Über 45 Millionen Jahre überlebte in einsamen Regionen Namibias eine bisher unbekannte Gruppe von Raubinsekten. “Gladiator” tauften deutsche Forscher die lebenden Vertreter dieser neuen Insektenordnung, die wie eine Mischung aus Stabheuschrecke und Gottesanbeterin aussehen und an die Zirkus-Kämpfer im antiken Rom erinnerten. Über die Entdeckungsgeschichte von fossilen Funden in Jahrmillionen altem Bernstein bis zur erfolgreichen Expedition zum Brandberg in Namibia im vergangenen März berichten die Wissenschaftler in der Fachzeitschrift Science (Vol. 296 No. 5567).

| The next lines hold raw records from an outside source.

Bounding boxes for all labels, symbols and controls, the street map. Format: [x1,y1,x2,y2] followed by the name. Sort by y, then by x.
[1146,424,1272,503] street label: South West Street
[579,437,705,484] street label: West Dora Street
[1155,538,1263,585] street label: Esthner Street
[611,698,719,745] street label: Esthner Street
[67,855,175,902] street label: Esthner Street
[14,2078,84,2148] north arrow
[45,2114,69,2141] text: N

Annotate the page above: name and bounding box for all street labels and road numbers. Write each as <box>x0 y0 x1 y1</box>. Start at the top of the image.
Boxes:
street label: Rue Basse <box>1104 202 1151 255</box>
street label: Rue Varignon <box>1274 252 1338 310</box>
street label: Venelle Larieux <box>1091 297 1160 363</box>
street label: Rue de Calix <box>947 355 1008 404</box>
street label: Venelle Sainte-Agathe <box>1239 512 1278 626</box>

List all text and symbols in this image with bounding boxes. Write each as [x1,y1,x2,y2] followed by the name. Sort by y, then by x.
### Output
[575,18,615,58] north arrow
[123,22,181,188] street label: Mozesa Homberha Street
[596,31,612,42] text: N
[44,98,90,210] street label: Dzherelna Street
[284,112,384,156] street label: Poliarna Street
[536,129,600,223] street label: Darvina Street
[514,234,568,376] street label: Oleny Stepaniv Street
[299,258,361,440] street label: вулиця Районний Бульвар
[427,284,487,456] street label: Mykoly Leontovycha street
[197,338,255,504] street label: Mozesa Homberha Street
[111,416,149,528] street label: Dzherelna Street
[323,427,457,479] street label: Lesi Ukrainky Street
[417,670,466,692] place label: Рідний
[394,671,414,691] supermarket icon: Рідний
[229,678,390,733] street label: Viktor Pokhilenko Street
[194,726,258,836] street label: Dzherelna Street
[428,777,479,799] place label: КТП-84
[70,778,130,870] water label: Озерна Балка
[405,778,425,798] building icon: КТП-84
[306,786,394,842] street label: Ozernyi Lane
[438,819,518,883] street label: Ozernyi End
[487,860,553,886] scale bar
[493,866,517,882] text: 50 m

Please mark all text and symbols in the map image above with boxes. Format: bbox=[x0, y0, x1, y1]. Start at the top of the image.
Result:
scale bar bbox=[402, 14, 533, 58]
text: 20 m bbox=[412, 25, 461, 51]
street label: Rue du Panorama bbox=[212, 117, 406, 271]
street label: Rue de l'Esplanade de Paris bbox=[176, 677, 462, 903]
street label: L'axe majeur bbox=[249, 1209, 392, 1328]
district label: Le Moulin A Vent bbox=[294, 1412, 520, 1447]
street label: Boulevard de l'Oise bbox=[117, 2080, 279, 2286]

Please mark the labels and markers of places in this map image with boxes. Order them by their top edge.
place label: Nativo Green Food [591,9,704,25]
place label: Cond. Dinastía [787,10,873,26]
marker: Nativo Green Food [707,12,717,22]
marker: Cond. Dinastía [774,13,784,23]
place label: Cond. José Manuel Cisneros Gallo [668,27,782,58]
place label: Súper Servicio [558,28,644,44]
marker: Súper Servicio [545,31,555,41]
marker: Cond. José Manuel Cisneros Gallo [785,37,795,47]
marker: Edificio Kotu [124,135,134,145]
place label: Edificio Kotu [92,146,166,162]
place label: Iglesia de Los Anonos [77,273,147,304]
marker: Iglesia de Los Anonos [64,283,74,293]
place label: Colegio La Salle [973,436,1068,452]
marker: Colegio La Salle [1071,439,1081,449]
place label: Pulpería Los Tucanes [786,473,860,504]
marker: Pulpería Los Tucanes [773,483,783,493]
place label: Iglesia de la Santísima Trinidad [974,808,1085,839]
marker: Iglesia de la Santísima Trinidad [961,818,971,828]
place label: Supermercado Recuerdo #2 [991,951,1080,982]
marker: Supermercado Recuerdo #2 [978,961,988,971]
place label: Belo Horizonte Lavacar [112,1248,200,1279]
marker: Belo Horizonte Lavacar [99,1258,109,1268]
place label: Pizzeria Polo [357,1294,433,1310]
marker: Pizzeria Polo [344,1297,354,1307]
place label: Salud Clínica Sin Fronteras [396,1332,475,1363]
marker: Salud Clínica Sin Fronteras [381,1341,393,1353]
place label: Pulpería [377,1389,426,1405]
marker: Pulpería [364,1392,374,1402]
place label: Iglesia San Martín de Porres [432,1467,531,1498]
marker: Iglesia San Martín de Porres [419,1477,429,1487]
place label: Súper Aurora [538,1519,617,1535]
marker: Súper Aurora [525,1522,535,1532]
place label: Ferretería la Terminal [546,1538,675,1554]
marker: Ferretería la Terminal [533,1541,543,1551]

“Dieser Fund ist vergleichbar mit der Entdeckung eines lebenden Mastodons oder Säbelzahntigers”, sagt Piotr Naskrecki, Direktor in der Artenschutz-Organisation “Conservation International”. Bereits im letzten Jahr erregte ein in baltischem Bernstein eingeschlossenes fossiles Insekt aus der Sammlung des Geologisch-Paläontologischen Instituts der Universität Hamburg das Interesse von Oliver Zompro, Doktorand am
Max-Planck-Institut für Limnologie in Plön. Nach aufwändigen Vergleichen passte es zu keiner bisher bekannten Insektenordnung. Damit war der erste Schritt zur Ordnung der
Mantophasmatodea getan, der ersten seit rund 87 Jahren.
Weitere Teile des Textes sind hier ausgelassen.